Exercise objective: Write out, word for word, the line that contains "<b>18:13</b>" and each line after it down to the last line of the data below. Include nothing more.

(Collected data)
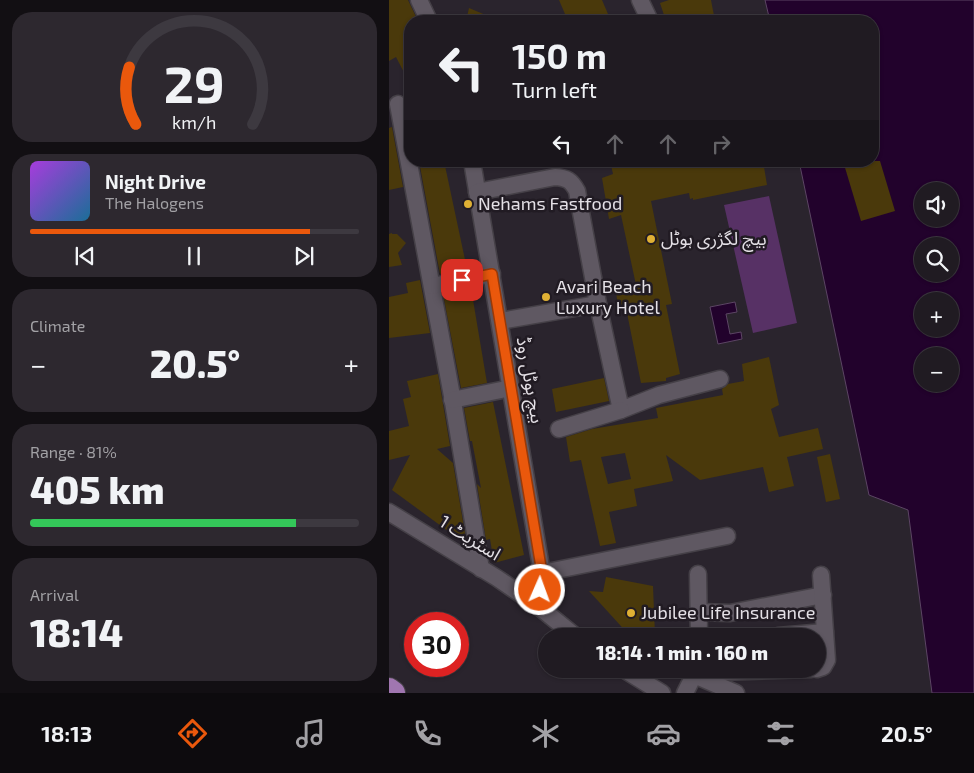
<!DOCTYPE html>
<html lang="en">
<head>
<meta charset="utf-8">
<style>
  body { margin:0; font-family:"Exo 2","Noto Sans Arabic",sans-serif; background:#2d282f; color:#f1f3f6; height:100vh; display:flex; flex-direction:column; font-size:19px; white-space:nowrap }
  * { box-sizing:border-box; margin:0 }
  p { font-size:16px; color:#a2a1a5 }
  .icon { flex:none; width:28px; height:28px; fill:none; stroke:currentColor; stroke-width:2; stroke-linecap:round; stroke-linejoin:round }
  .map { position:relative; flex:1; overflow:hidden }
  .side { display:flex; flex-direction:column; gap:12px; padding:12px; background:#120f13; width:389px }
  .side>* { flex:none }
  .banner { position:absolute; left:15px; top:15px; width:475px; height:152px; border-radius:20px; box-shadow:0 1px 4px #0004,0 0 0 1px #3d3940; background:#201b22; color:#f1f3f6; overflow:hidden }
  .tools { position:absolute; left:525px; top:182px; display:grid; gap:10px }
  .tools a { display:grid; place-items:center; width:45px; height:45px; border-radius:50%; background:#201b22; box-shadow:0 1px 4px #0004,0 0 0 1px #3d3940; font-size:25px }
  .speed { position:absolute; left:15px; top:612px; display:flex; gap:10px; font-size:25px; font-weight:700; text-align:center }
  .speed>* { display:grid; place-content:center; width:65px; height:65px; border-radius:50%; background:#201b22; box-shadow:0 1px 4px #0004,0 0 0 1px #3d3940; line-height:1 }
  .speed .limit { border:8px solid #d22; background:#fff; color:#111 }
  .pin { position:absolute; display:grid; place-items:center; width:42px; height:42px; color:#fff; margin:-21px; border-radius:10px; box-shadow:0 2px 8px #0006 }
  .me { position:absolute; width:55px; margin:-28px; rotate:2deg; stroke-linejoin:round; filter:drop-shadow(0 0 4px #0008) }
  .turn { display:flex; align-items:center; gap:18px; height:105px; padding:0 25px; font-size:22px }
  .turn .icon { width:65px; height:65px; stroke-width:2.5 }
  .turn b { display:block; font-size:35px; line-height:42px }
  .lanes { display:flex; align-items:center; height:48px; padding:0 25px; background:#0003; justify-content:center; gap:25px; direction:ltr }
  .lanes .off { opacity:.35 }
  .big { font-size:38px; font-weight:800; line-height:1.1 }
  .side .card { flex:1; display:flex; flex-direction:column; justify-content:center; gap:8px; min-width:0; padding:0 18px; border-radius:20px; background:#2d282f }
  .side .dial { align-items:center; gap:0 }
  .dial svg { height:130px; overflow:visible; fill:none; stroke:#3d3940; stroke-width:7; stroke-linecap:round; text-anchor:middle }
  .dial text { fill:#f1f3f6; stroke:none }
  .song { display:flex; align-items:center; gap:15px }
  .cover { width:60px; height:60px; border-radius:8px; background:linear-gradient(135deg,hsl(280 70% 55%),hsl(200 70% 35%)) }
  .played { height:5px; border-radius:2px; background:linear-gradient(90deg,#ea580c 85%,#3d3940 85%) }
  .keys { display:flex; justify-content:space-around; direction:ltr }
  .heat { display:flex; justify-content:space-between; align-items:center; font-size:28px; direction:ltr }
  .charge { height:8px; border-radius:4px; background:linear-gradient(90deg,#34c759 81%,#3d3940 0) }
  .trip { position:absolute; left:149px; top:628px; width:288px; height:50px; border-radius:25px; background:#201b22; box-shadow:0 1px 4px #0004,0 0 0 1px #3d3940; font-weight:800; line-height:50px; text-align:center }
  .dock { display:flex; height:80px; justify-content:space-around; align-items:center; background:#0d0b0e; color:#a2a1a5 }
  .dock .icon { width:35px; height:35px }
  .dock .on { color:#ea580c }
  .dock b { font-size:22px; color:#f1f3f6 }
  main { display:flex; flex:1; min-height:0 }
  .map>svg:first-child { display:block }
</style>
</head>
<body>
<main>
<section class="side">
<div class="card dial"><svg viewBox="0 0 100 80">
<path d="M14 69A42 42 0 1 1 86 69"/>
<path d="M14 69A42 42 0 0 1 10 34" stroke="#ea580c"/>
<text x="50" y="56" font-size="32" font-weight="700">29</text>
<text x="50" y="72" font-size="11">km/h</text>
</svg></div>
<div class="card">
<div class="song"><i class="cover"></i><div><b>Night Drive</b><p>The Halogens</p></div></div>
<div class="played"></div>
<div class="keys"><svg class="icon" aria-label="previous" viewBox="0 0 24 24"><path d="M18 5L8 12l10 7zM5 5v14"/></svg><svg class="icon" aria-label="pause" viewBox="0 0 24 24"><path d="M8 5v14M16 5v14"/></svg><svg class="icon" aria-label="next" viewBox="0 0 24 24"><path d="M6 5l10 7-10 7zM19 5v14"/></svg></div>
</div>
<div class="card"><p>Climate</p>
<div class="heat"><a>−</a><b class="big">20.5°</b><a>+</a></div>
</div>
<div class="card"><p>Range · 81%</p><b class="big">405 km</b><div class="charge"></div></div>
<div class="card"><p>Arrival</p><b class="big">18:14</b></div>
</section>
<div class="map">
<svg width="586" height="693" viewBox="0 0 586 693">
  <rect width="100%" height="100%" fill="#2a242d"/>
  <!-- green -->
  <path fill="#573165" d="M380,196L408,323L364,333L335,205Z"/>
  <!-- water -->
  <g fill="#22022c" stroke="#5c4564" fill-rule="evenodd">
    <path d="M376,0H585V693H543L519,510L480,495L410,161H484V21H381ZM534,191H561V219H534ZM534,246H561V274H534ZM534,301H561V329H534ZM534,356H561V384H534Z"/>
    <path d="M346,302L348,312L337,314L341,334L352,332L353,339L329,344L321,307Z"/>
  </g>
  <!-- building -->
  <g fill="#4a390b" fill-rule="evenodd">
    <path d="M0,0H19L29,21H21V84L7,57L0,61Z"/>
    <path d="M170,0H213L222,21H179Z"/>
    <path d="M280,0H322L326,21H277L271,3Z"/>
    <path d="M80,8L111,21H77Z"/>
    <path d="M3,127L14,187L0,190V128Z"/>
    <path d="M30,161H55L78,269L51,274Z"/>
    <path d="M221,161H374L378,185L304,200V198L301,199L300,193L262,201L283,304L277,305L291,374L277,378V381L252,383L237,308L229,306L227,292L238,287L247,285L232,215L220,219L213,178L224,174Z"/>
    <path d="M454,161H491L506,211L472,221Z"/>
    <path d="M3,233V234H8L17,243L9,253L13,265L0,267V234Z"/>
    <path d="M31,280L41,333L0,338V297L19,293L17,283Z"/>
    <path d="M82,288L98,383L72,388L54,294Z"/>
    <path d="M380,357L390,405L382,409L390,437L429,428L434,449L398,457L405,486L380,492L374,467L311,480L277,455L284,481L245,489L248,506L220,512L227,543L211,546L192,460L181,462L177,437L203,429L269,418L267,408L334,395L333,389L339,384L355,381L353,364ZM236,453L242,479L219,484L212,457Z"/>
    <path d="M49,374L61,446L48,449L64,463L78,545L3,490L21,455L0,460V431L20,426L14,399L22,397L18,381Z"/>
    <path d="M215,378L220,401L167,412L163,389Z"/>
    <path d="M104,402L135,555L105,563L101,539L97,540L88,484L92,488L83,441H81L75,408Z"/>
    <path d="M441,454L451,499L437,502L428,457Z"/>
    <path d="M217,577L264,586L266,635L255,633V636H241L200,591L214,592Z"/>
  </g>
  <g fill="none" stroke-linecap="round" stroke-linejoin="round">
    <!-- minor casing -->
    <g stroke="#454047" stroke-width="19">
      <g id="minor">
        <path d="M30,0L40,21"/>
        <path d="M251,0L261,21"/>
        <path d="M9,104L63,396L92,569"/>
        <path d="M83,161L153,573L149,606"/>
        <path d="M88,192L166,177C178,178 182,180 188,191L209,304L232,410L270,395L331,379"/>
        <path d="M43,286L103,274"/>
        <path d="M111,321L209,304"/>
        <path d="M63,400L122,388"/>
        <path d="M170,429L232,410"/>
        <path d="M0,512L108,578L149,606L186,636"/>
        <path d="M153,573L338,536"/>
        <path d="M309,574L310,636"/>
        <path d="M309,612L341,613L434,595"/>
        <path d="M389,636L436,632"/>
        <path d="M234,669L273,693"/>
        <path d="M313,669L328,672L422,669"/>
        <path d="M428,669L434,667L438,660L432,575"/>
        <path d="M305,675L347,693"/>
        <path d="M296,693L308,669"/>
      </g>
    </g>
    <!-- highway casing -->
    <g stroke="#454047" stroke-width="26">
      <path id="highway" d="M0,690L4,693"/>
    </g>
    <!-- minor -->
    <use href="#minor" stroke="#5f5862" stroke-width="16"/>
    <!-- highway -->
    <use href="#highway" stroke="#a076b0" stroke-width="24"/>
  </g>
  <g fill="none" stroke-linecap="round" stroke-linejoin="round">
    <!-- route casing -->
    <g stroke="#983908" stroke-width="12">
      <path id="route" d="M73,280L103,274L153,573L151,590"/>
    </g>
    <!-- route -->
    <use href="#route" stroke="#ea580c" stroke-width="9"/>
  </g>
  <!-- markers -->
  <g fill="#dfb034" stroke="#211b23" stroke-width="2">
    <circle cx="79" cy="204" r="5"/>
    <circle cx="262" cy="239" r="5"/>
    <circle cx="157" cy="297" r="5"/>
    <circle cx="242" cy="613" r="5"/>
  </g>
  <g text-anchor="middle" stroke-width="5" stroke-linejoin="round" paint-order="stroke">
    <!-- poi labels -->
    <g font-size="18" fill="#e4e0e6" stroke="#211b23" text-anchor="start">
      <text x="89" y="210">Nehams Fastfood</text>
      <text x="272" y="245">بیچ لگژری ہوٹل</text>
      <text x="167" y="293">Avari Beach<tspan x="167" dy="21">Luxury Hotel</tspan></text>
      <text x="252" y="619">Jubilee Life Insurance</text>
    </g>
    <!-- street labels -->
    <g font-size="18" fill="#e4e0e6" stroke="#211b23">
      <text transform="translate(141 380) rotate(80)" y="6">بیچ ہوٹل روڈ</text>
      <text transform="translate(81 538) rotate(32)" y="6">اسٹریٹ 1</text>
    </g>
  </g>
</svg>
<div class="tools">
<a><svg class="icon" aria-label="sound" viewBox="0 0 24 24"><path d="M4 9h4l5-4v14l-5-4H4zM17 9q2 3 0 6"/></svg></a>
<a><svg class="icon" aria-label="search" viewBox="0 0 24 24"><circle cx="10" cy="10" r="6"/><path d="M15 15l6 6"/></svg></a>
<a>+</a>
<a>−</a>
</div>
<div class="speed"><div class="limit">30</div></div>
<div class="pin" style="left:73px;top:280px;background:#d93025"><svg class="icon" aria-label="arrive" viewBox="0 0 24 24"><path d="M6 21V4h12l-3 4 3 4H6"/></svg></div>
<svg class="me" style="left:151px;top:590px" viewBox="-20 -20 40 40"><circle r="17" fill="#ea580c" stroke="#fff" stroke-width="3"/><path d="M0-11L8 9 0 5-8 9z" fill="#fff"/></svg>
<div class="trip">18:14 · 1 min · 160 m</div>
<div class="banner">
<div class="turn"><svg class="icon" aria-label="left" viewBox="0 0 24 24"><path d="M17 20v-9H6M10 6l-5 5 5 5"/></svg><div><b>150 m</b>Turn left</div></div>
<div class="lanes"><svg class="icon" aria-label="left" viewBox="0 0 24 24"><path d="M17 20v-9H6M10 6l-5 5 5 5"/></svg><svg class="icon off" aria-label="ahead" viewBox="0 0 24 24"><path d="M12 20V5M6 11l6-6 6 6"/></svg><svg class="icon off" aria-label="ahead" viewBox="0 0 24 24"><path d="M12 20V5M6 11l6-6 6 6"/></svg><svg class="icon off" aria-label="right" viewBox="0 0 24 24"><path d="M7 20v-9h11M14 6l5 5-5 5"/></svg></div>
</div>
</div>
</main>
<nav class="dock">
<b>18:13</b>
<svg class="icon on" aria-label="directions" viewBox="0 0 24 24"><path d="M12 3l9 9-9 9-9-9zM9 14v-3h6M13 9l2 2-2 2"/></svg>
<svg class="icon" aria-label="music" viewBox="0 0 24 24"><path d="M9 18V5l10-2v13"/><circle cx="6" cy="18" r="3"/><circle cx="16" cy="16" r="3"/></svg>
<svg class="icon" aria-label="phone" viewBox="0 0 24 24"><path d="M5 4h4l2 5-3 2q2 4 5 5l2-3 5 2v4C11 20 4 13 5 4z"/></svg>
<svg class="icon" aria-label="climate" viewBox="0 0 24 24"><path d="M12 3v18M4 7l16 10M4 17L20 7"/></svg>
<svg class="icon" aria-label="car" viewBox="0 0 24 24"><path d="M5 17H2v-5l4-1 3-4h7l3 4 3 1v5h-3M9 17h6M6 11h13"/><circle cx="7" cy="17" r="2"/><circle cx="17" cy="17" r="2"/></svg>
<svg class="icon" aria-label="filters" viewBox="0 0 24 24"><path d="M4 7h16M4 17h16"/><circle cx="9" cy="7" r="2"/><circle cx="15" cy="17" r="2"/></svg>
<b>20.5°</b>
</nav>
</body>
</html>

Answer section:
<b>18:13</b>
<svg class="icon on" aria-label="directions" viewBox="0 0 24 24"><path d="M12 3l9 9-9 9-9-9zM9 14v-3h6M13 9l2 2-2 2"/></svg>
<svg class="icon" aria-label="music" viewBox="0 0 24 24"><path d="M9 18V5l10-2v13"/><circle cx="6" cy="18" r="3"/><circle cx="16" cy="16" r="3"/></svg>
<svg class="icon" aria-label="phone" viewBox="0 0 24 24"><path d="M5 4h4l2 5-3 2q2 4 5 5l2-3 5 2v4C11 20 4 13 5 4z"/></svg>
<svg class="icon" aria-label="climate" viewBox="0 0 24 24"><path d="M12 3v18M4 7l16 10M4 17L20 7"/></svg>
<svg class="icon" aria-label="car" viewBox="0 0 24 24"><path d="M5 17H2v-5l4-1 3-4h7l3 4 3 1v5h-3M9 17h6M6 11h13"/><circle cx="7" cy="17" r="2"/><circle cx="17" cy="17" r="2"/></svg>
<svg class="icon" aria-label="filters" viewBox="0 0 24 24"><path d="M4 7h16M4 17h16"/><circle cx="9" cy="7" r="2"/><circle cx="15" cy="17" r="2"/></svg>
<b>20.5°</b>
</nav>
</body>
</html>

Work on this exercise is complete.